◆ **Exercise aim**
Transcribe all of the records, leaving out any pictures.

Segment Start: Data shown

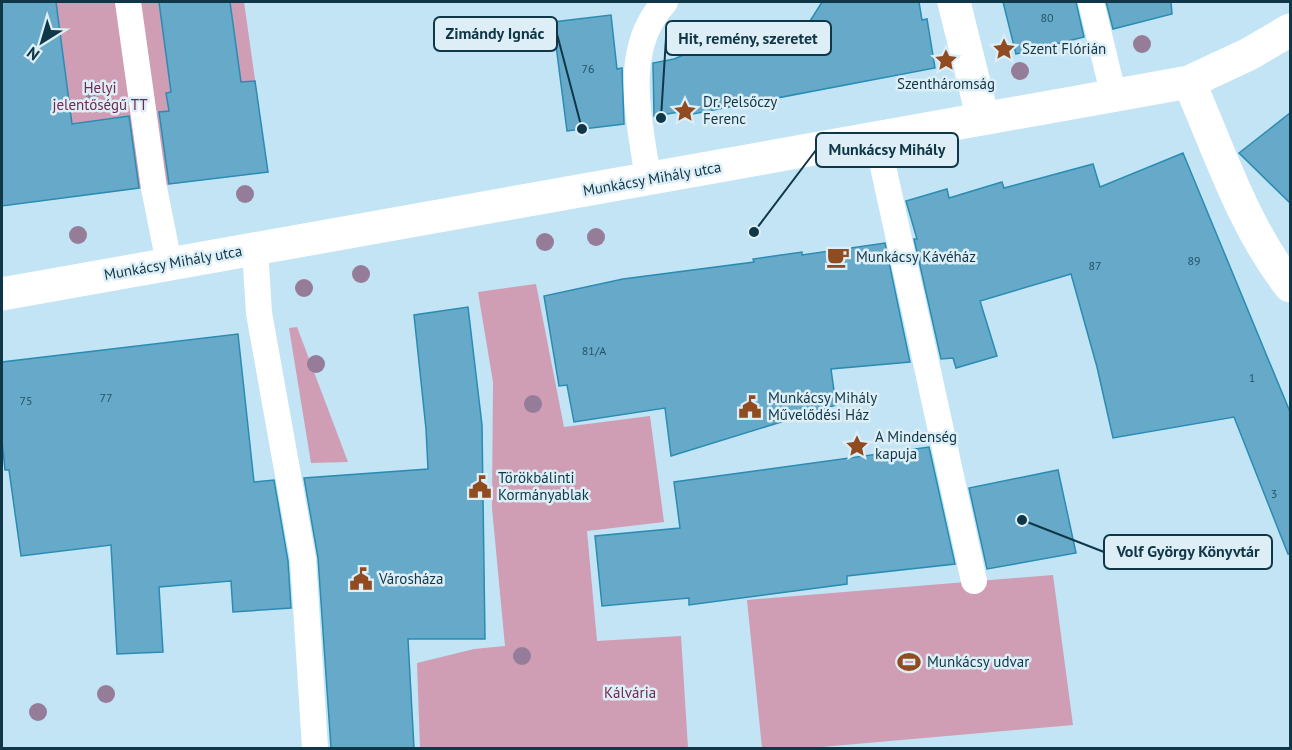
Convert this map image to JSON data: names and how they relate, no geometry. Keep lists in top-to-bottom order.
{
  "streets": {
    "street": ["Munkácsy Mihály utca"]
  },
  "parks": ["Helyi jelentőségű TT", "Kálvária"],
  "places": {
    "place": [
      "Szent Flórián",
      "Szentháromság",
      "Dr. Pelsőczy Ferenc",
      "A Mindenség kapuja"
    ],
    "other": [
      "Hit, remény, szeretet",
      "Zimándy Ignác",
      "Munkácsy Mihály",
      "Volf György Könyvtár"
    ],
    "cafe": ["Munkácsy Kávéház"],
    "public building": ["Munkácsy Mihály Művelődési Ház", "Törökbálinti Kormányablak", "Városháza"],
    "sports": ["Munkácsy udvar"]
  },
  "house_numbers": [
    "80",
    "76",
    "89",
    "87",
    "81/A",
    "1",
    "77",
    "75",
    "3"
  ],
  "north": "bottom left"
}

Segment End: Data shown

◆ **Response**
Convert this map image to JSON data: names and how they relate, no geometry. Keep lists in top-to-bottom order.
{
  "streets": {
    "street": ["Munkácsy Mihály utca"]
  },
  "parks": ["Helyi jelentőségű TT", "Kálvária"],
  "places": {
    "place": [
      "Szent Flórián",
      "Szentháromság",
      "Dr. Pelsőczy Ferenc",
      "A Mindenség kapuja"
    ],
    "other": [
      "Hit, remény, szeretet",
      "Zimándy Ignác",
      "Munkácsy Mihály",
      "Volf György Könyvtár"
    ],
    "cafe": ["Munkácsy Kávéház"],
    "public building": ["Munkácsy Mihály Művelődési Ház", "Törökbálinti Kormányablak", "Városháza"],
    "sports": ["Munkácsy udvar"]
  },
  "house_numbers": [
    "80",
    "76",
    "89",
    "87",
    "81/A",
    "1",
    "77",
    "75",
    "3"
  ],
  "north": "bottom left"
}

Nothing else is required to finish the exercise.